Alternatives to static methods on interfaces for enforcing consistency

Question

In Java, I'd like to be able to define marker interfaces, that forced implementations to provide static methods. For example, for simple text-serialization/deserialization I'd like to be able to define an interface that looked something like this:

public interface TextTransformable<T>{

  public static T fromText(String text);

  public String toText();

Since interfaces in Java can't contain static methods though (as noted in a number of other posts/threads: here, here, and here this code doesn't work.

What I'm looking for however is some reasonable paradigm to express the same intent, namely symmetric methods, one of which is static, and enforced by the compiler. Right now the best we can come up with is some kind of static factory object or generic factory, neither of which is really satisfactory.

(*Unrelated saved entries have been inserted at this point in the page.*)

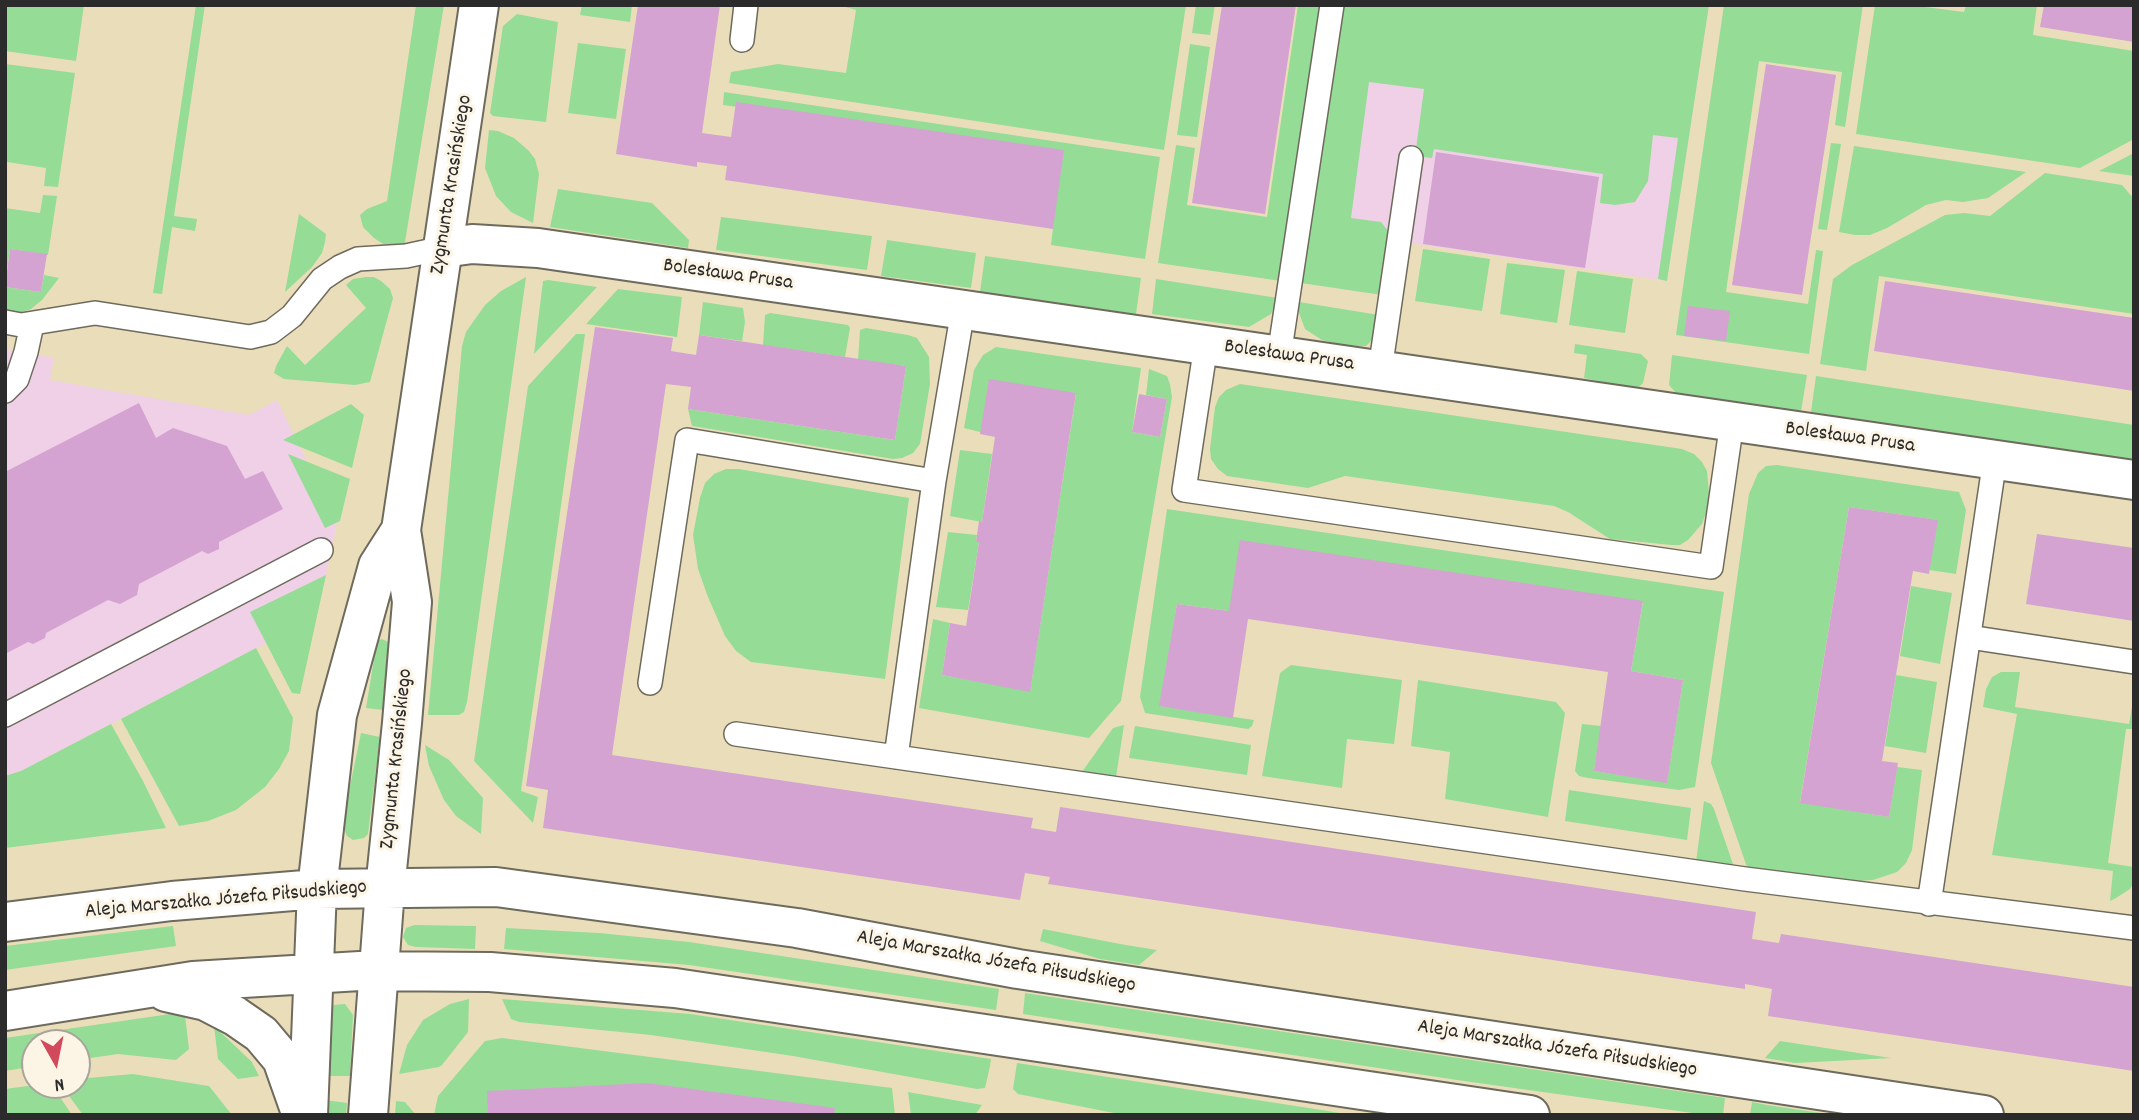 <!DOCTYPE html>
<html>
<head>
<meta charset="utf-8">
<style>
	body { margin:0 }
	#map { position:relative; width:2139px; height:1120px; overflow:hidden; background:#eadeba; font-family:Dekko,sans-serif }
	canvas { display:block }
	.frame { position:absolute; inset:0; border:7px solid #2b2b2b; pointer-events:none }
	.north { position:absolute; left:21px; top:1029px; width:70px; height:70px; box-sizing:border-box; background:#fcf5e5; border:2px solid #a8a49b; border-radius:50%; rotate:171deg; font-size:19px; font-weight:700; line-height:28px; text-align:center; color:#2b2b2b }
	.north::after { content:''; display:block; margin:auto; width:24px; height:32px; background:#d1495b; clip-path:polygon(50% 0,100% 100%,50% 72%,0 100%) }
</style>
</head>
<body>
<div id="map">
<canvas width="2139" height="1120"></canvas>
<div class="frame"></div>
<div class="north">N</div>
</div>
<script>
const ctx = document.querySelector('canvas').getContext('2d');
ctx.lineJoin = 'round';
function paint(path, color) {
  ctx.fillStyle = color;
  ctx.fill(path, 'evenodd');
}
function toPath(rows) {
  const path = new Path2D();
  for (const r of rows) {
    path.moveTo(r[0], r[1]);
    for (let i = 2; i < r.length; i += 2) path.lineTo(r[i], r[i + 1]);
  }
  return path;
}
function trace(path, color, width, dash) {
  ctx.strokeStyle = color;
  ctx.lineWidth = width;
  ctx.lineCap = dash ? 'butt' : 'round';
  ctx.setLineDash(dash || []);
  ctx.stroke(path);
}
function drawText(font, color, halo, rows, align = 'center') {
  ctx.font = font + ' Dekko,sans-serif';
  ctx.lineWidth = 6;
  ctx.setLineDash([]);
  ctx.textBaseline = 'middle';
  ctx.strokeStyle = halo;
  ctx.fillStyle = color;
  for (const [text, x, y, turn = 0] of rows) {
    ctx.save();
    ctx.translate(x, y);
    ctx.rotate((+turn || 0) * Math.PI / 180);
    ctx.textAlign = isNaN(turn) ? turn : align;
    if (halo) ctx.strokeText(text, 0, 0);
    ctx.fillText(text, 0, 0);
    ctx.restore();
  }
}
const built = toPath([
	[1353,5,1709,5,1667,281,1319,230],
	[5,349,54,358,50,380,249,415,277,400,337,523,326,575,251,612,266,643,21,771,5,776]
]);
const green = toPath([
	[5,5,84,5,76,61,5,51],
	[196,5,205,5,174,216,197,219,195,231,172,227,162,294,153,293],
	[416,5,444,5,404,248,383,244,374,238,363,227,360,215,367,209,387,201],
	[582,5,632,5,630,22,580,15],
	[839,5,1186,5,1164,150,729,83,731,72,778,64,846,73,856,10],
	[1196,5,1215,5,1210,35,1192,33],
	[1298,5,1321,5,1281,281,1158,263,1176,145,1195,148,1187,205,1267,217],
	[1342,5,1709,5,1667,281,1658,279,1678,138,1653,135,1648,181,1635,202,1615,205,1600,203,1603,174,1434,149,1432,158,1415,156,1424,89,1369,82,1351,218,1381,222,1388,231,1382,295,1301,283],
	[1724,5,1863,5,1845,127,1835,125,1842,72,1759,61,1726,292,1808,304,1816,250,1823,251,1809,354,1676,335],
	[1875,5,1910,5,1964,12,1966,5,2037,5,2033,35,2134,51,2134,139,2080,168,1856,134],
	[517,14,558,22,546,122,493,116,490,113,503,26],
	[578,43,626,49,616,119,568,113],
	[1190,44,1210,47,1197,137,1177,135],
	[5,64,75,73,58,187,44,186,46,168,7,162,5,170],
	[724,92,1160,157,1145,259,1051,245,1062,152,723,105],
	[489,130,498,131,514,138,529,151,535,159,539,174,533,223,511,212,496,196,485,168],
	[1831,143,1841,144,1827,230,1818,229],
	[1854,146,2026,172,1988,198,1963,202,1946,200,1926,205,1887,228,1870,235,1855,235,1839,232],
	[2134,153,2134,176,2099,171],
	[2045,173,2122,185,2134,199,2134,314,1879,276,1866,371,1820,364,1833,279,1852,265,1945,215,1964,213,1990,216],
	[558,189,652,203,689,240,688,248,550,227],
	[43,195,57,196,48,255,10,249,5,284,5,208,40,213],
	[299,214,326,234,325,242,322,253,312,267,285,292],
	[721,217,872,236,867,270,716,250],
	[887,240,976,253,971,288,881,276],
	[1423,249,1490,259,1482,311,1415,301],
	[985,256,1141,278,1136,314,980,292],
	[1507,263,1565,270,1557,323,1500,314],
	[1577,271,1633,279,1625,333,1569,325],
	[44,275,59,278,42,300,31,309,22,312,5,313,5,287,41,292],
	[366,277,374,277,381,281,390,289,393,298,370,382,355,385,284,379,274,373,276,366,287,346,305,365,366,308,346,285,353,279],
	[526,277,467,702,464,712,459,715,428,715,462,346,466,332,485,305,501,291],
	[1156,279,1278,298,1271,314,1249,327,1152,314],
	[548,280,597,287,534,354,543,281],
	[618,289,682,297,677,337,586,324],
	[703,302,743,308,745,322,742,341,699,335],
	[1299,302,1379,315,1376,336,1366,346,1348,347,1322,340,1305,329,1298,310],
	[770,313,848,325,850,328,845,357,763,345,765,315],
	[866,328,908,335,917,338,929,357,930,384,920,444,913,453,902,458,893,459,692,426,688,409,895,440,906,366,858,360,860,330],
	[576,334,585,334,521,791,538,797,533,823,474,761,528,386],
	[1575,344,1641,354,1648,361,1643,383,1637,389,1584,378,1587,355,1574,353],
	[996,347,1141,368,1132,432,1160,437,1167,399,1146,395,1149,369,1167,376,1170,384,1172,397,1121,701,1089,738,919,708,933,619,950,623,942,675,1030,691,1076,394,980,432,964,428,974,370,983,355],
	[1672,355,1807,375,1801,411,1677,394,1669,385],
	[1816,376,2134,425,2134,462,1811,412],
	[1240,384,1682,449,1694,454,1702,462,1707,471,1709,493,1706,513,1702,524,1688,540,1680,545,1672,545,1610,539,1568,512,1554,506,1345,476,1308,488,1227,476,1218,469,1211,459,1210,449,1215,407,1219,397,1226,390],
	[351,404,364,415,352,468,283,440],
	[960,450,992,454,982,522,950,516],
	[288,454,350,479,340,521,325,528],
	[1777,465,1959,492,1966,510,1956,574,1929,570,1937,520,1849,507,1800,802,1889,817,1897,767,1922,770,1912,850,1906,863,1897,872,1873,880,1844,882,1748,870,1711,763,1749,494,1758,473,1766,466],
	[726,469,739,469,909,498,885,679,751,662,736,651,725,636,708,597,698,569,693,535,700,498,705,483,714,474],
	[1167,509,1724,592,1695,787,1679,790,1588,778,1579,776,1575,771,1582,724,1601,726,1594,771,1667,782,1683,680,1631,671,1643,602,1229,611,1177,604,1160,706,1254,720,1252,726,1248,729,1145,713,1140,697],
	[948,532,977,535,976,542,979,542,968,610,936,607],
	[326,575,300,694,292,693,250,612],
	[1911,586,1952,593,1940,664,1900,656],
	[382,639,388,642,383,710,366,708,377,641],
	[256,648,293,718,289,751,279,769,265,787,236,810,208,821,179,826,121,719],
	[1291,665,1402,680,1394,744,1347,739,1342,788,1262,776,1280,673],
	[2001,672,2020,672,2015,707,2129,724,2134,694,2134,729,2126,729,2108,863,2134,867,2134,883,2130,889,2116,898,2110,901,2113,871,1992,855,2017,714,1983,707,1986,689,1992,677],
	[1896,675,1937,682,1926,753,1885,746],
	[1418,680,1556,702,1565,713,1548,817,1445,799,1450,752,1411,746],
	[111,724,143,781,166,828,5,848,5,776,21,771],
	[1124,725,1116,777,1082,772,1113,728],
	[1135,726,1251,745,1247,775,1129,758],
	[361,733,380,737,368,834,364,838,353,840,347,836,342,825],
	[425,745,449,760,483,798,481,834,456,816,444,800,429,766],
	[1569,790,1691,808,1687,840,1565,821],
	[1704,801,1711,804,1714,809,1734,867,1696,862],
	[414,925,476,926,475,949,416,947,408,945,403,937,406,928],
	[173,926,176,946,5,970,5,946],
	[506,928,599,933,689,942,999,989,996,1010,689,965,504,949],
	[1043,929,1120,944,1157,950,1139,965,1100,959,1040,941],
	[1025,993,1725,1098,1723,1115,1707,1115,1457,1080,1023,1014],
	[469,999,468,1032,442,1065,439,1067,399,1074,407,1045,423,1020,450,1004],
	[502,999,690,1014,991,1059,990,1066,985,1088,977,1089,793,1056,651,1035,519,1022,511,1019],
	[345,1004,353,1015,350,1076,326,1076,328,1009,334,1005],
	[170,1014,185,1015,189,1049,176,1060,118,1054,77,1060,77,1043,35,1043,35,1066,5,1071,5,1038],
	[214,1026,252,1062,259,1076,238,1079,218,1059],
	[502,1038,892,1088,895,1115,434,1115,438,1096,485,1041],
	[1780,1041,1891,1058,1892,1058,1795,1063,1765,1058],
	[1017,1063,1328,1111,1351,1115,1124,1115,1018,1094,1013,1089],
	[133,1074,209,1086,232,1115,83,1115,61,1085,77,1085,77,1079],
	[35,1085,44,1085,58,1094,72,1115,5,1115,5,1089],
	[908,1092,982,1105,975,1115,911,1115],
	[325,1100,347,1103,346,1115,326,1115],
	[396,1101,405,1102,416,1115,395,1115],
	[1752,1102,1767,1105,1834,1115,1750,1115]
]);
const building = toPath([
	[638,5,720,5,702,133,731,137,736,102,1064,150,1053,229,725,180,727,166,697,162,697,167,616,154],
	[1222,5,1296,5,1265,214,1192,203],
	[2044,5,2134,5,2134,42,2040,27],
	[1766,64,1836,75,1802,295,1732,285],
	[1436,152,1599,177,1585,268,1423,244],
	[10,249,47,254,41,292,5,287],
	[1885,281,2134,318,2134,391,1874,351],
	[1688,306,1730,311,1726,341,1684,336],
	[595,327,673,338,671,351,696,355,699,335,906,366,895,440,688,409,691,387,666,384,612,755,1033,818,1031,828,1056,832,1060,807,1756,912,1752,939,1779,943,1781,934,2134,987,2134,1071,1768,1016,1772,989,1745,984,1745,989,1048,884,1050,877,1025,873,1020,900,543,828,548,790,526,786],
	[989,379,1076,393,1030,692,942,675,950,623,966,626,979,542,976,542,979,521,982,522,995,437,980,434],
	[1139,394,1167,399,1160,437,1132,432],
	[139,403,156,438,173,428,227,446,245,479,263,471,283,509,219,542,219,549,208,554,202,551,139,584,137,595,120,604,108,600,46,633,45,638,33,644,28,642,5,654,5,472],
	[1849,507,1938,520,1929,574,1913,571,1896,675,1882,761,1898,763,1889,817,1800,803],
	[2037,534,2134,548,2134,621,2026,604],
	[1240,540,1643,601,1631,671,1683,680,1667,783,1594,771,1608,672,1248,619,1233,718,1159,706,1177,604,1229,611],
	[647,1083,835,1108,834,1115,488,1115,487,1091]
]);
const service = toPath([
	[742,40,746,5],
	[5,322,21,325,95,313,250,337,271,332,292,316,322,279,340,267,358,259,406,256,443,248],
	[1206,345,1184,490,1711,567,1732,422],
	[1279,356,1332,5],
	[1380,370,1411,158],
	[5,391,17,379,26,352,32,324],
	[1969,637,2134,662],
	[650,683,687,440,934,481],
	[5,715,321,550],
	[736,734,1745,879,2134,928],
	[896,757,934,481,963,310],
	[1929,904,1995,459]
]);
const minor = toPath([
	[443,248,472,244,538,248,2134,480]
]);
const tertiary = toPath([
	[5,922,172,901,317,889,496,887,797,928,1018,969,1984,1115],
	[166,992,206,1001,235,1016,261,1034,282,1059,300,1110],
	[5,1011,193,981,360,971,490,972,675,988,1530,1115],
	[308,1115,317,889,337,715,378,566,401,530],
	[368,1115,385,889,402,723,412,602,401,530,479,5]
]);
const streetNames = [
	["Zygmunta Krasińskiego",453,185,-81],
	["Bolesława Prusa",728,276,8],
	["Bolesława Prusa",1289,357,8],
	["Bolesława Prusa",1850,439,8],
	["Zygmunta Krasińskiego",398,759,-84],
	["Aleja Marszałka Józefa Piłsudskiego",226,901,-5],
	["Aleja Marszałka Józefa Piłsudskiego",996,963,10],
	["Aleja Marszałka Józefa Piłsudskiego",1557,1050,9]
];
paint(built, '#efd0e6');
paint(green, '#95dc96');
paint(building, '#d4a3d1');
trace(service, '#6e6a5d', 26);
trace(minor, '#6e6a5d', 42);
trace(tertiary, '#6e6a5d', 42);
trace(service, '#fff', 23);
trace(minor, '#fff', 38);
trace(tertiary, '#fff', 38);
drawText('21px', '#2b2b2b', '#fcf5e5', streetNames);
</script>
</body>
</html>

Note: in our case our primary use-case is we have many, many "value-object" types - enums, or other objects that have a limited number of values, typically carry no state beyond their value, and which we parse/de-parse thousands of time a second, so actually do care about reusing instances (like Float, Integer, etc.) and its impact on memory consumption/g.c.

Any thoughts?

EDIT1: To clear up some confusion - we have many, different objects fitting this pattern -really we're trying to come up with something elegant for callers with 2 semantics:

• Interfaces as contracts - unity of access (e.g. TextTransformable as a capability)
• Requiring implementation by subclasses/implementations (e.g. force them to implement their own transformation

In terms of our thoughts for Flyweight, Factories - they're both options we've considered, really we're trying to see if we can find something more elegant though than relying on JavaDoc saying "implement a Factory and delegate calls to it, or expose it at XXX location by convention"

Answer 1

If you are running in Java 5 or higher, you can use the enum type - all of those are, by definition, singletons. So you could something like:

public enum MyEnumType {
    Type1,
    Type2,
    //....
    TypeN;

    //you can do whatever you want down here
    //including implementing interfaces that the enum conforms to.

}

This way the memory problem goes away, and you can have single instances of behavior implemented.

---

Edit: If you don't have access to enums (1.4 or earlier) or, for some other reason, they don't work for you, I would recommend a Flyweight pattern implementation.

Answer 2

You could also use singleton design pattern:

public interface SingletonFactoryFunctor {
   /**
    * @return An instance of the Singleton.
    */
   public Singleton makeInstance();
}

Answer 3

Just an idea to consider: You can separate the transformation logic from the objects themselves, and then you have a fixed set of transformers, implementing the following interface :

public interface Transformer<T>{ 

  public T fromText(String text); 

  public String toText(T obj); 
}

Your actual data classes can have a method getTransformer() that returns the right transformer for them.

Answer 4

As @aperkins said, you should use enums.

The enum base class, Enum, provides a valueOf method that will convert a string to an instance.

enum MyEnum { A, B, C; }
// Here's your toText
String strVal = MyEnum.A.getName();
// and here's your fromText
MyEnum value = MyEnum.valueOf(MyEnum.class, strVal);

Update: For the ones that are enums, this might do what you need. It uses reflection, so you only need to implement EnumHelper on enums where you have to deal with legacy values.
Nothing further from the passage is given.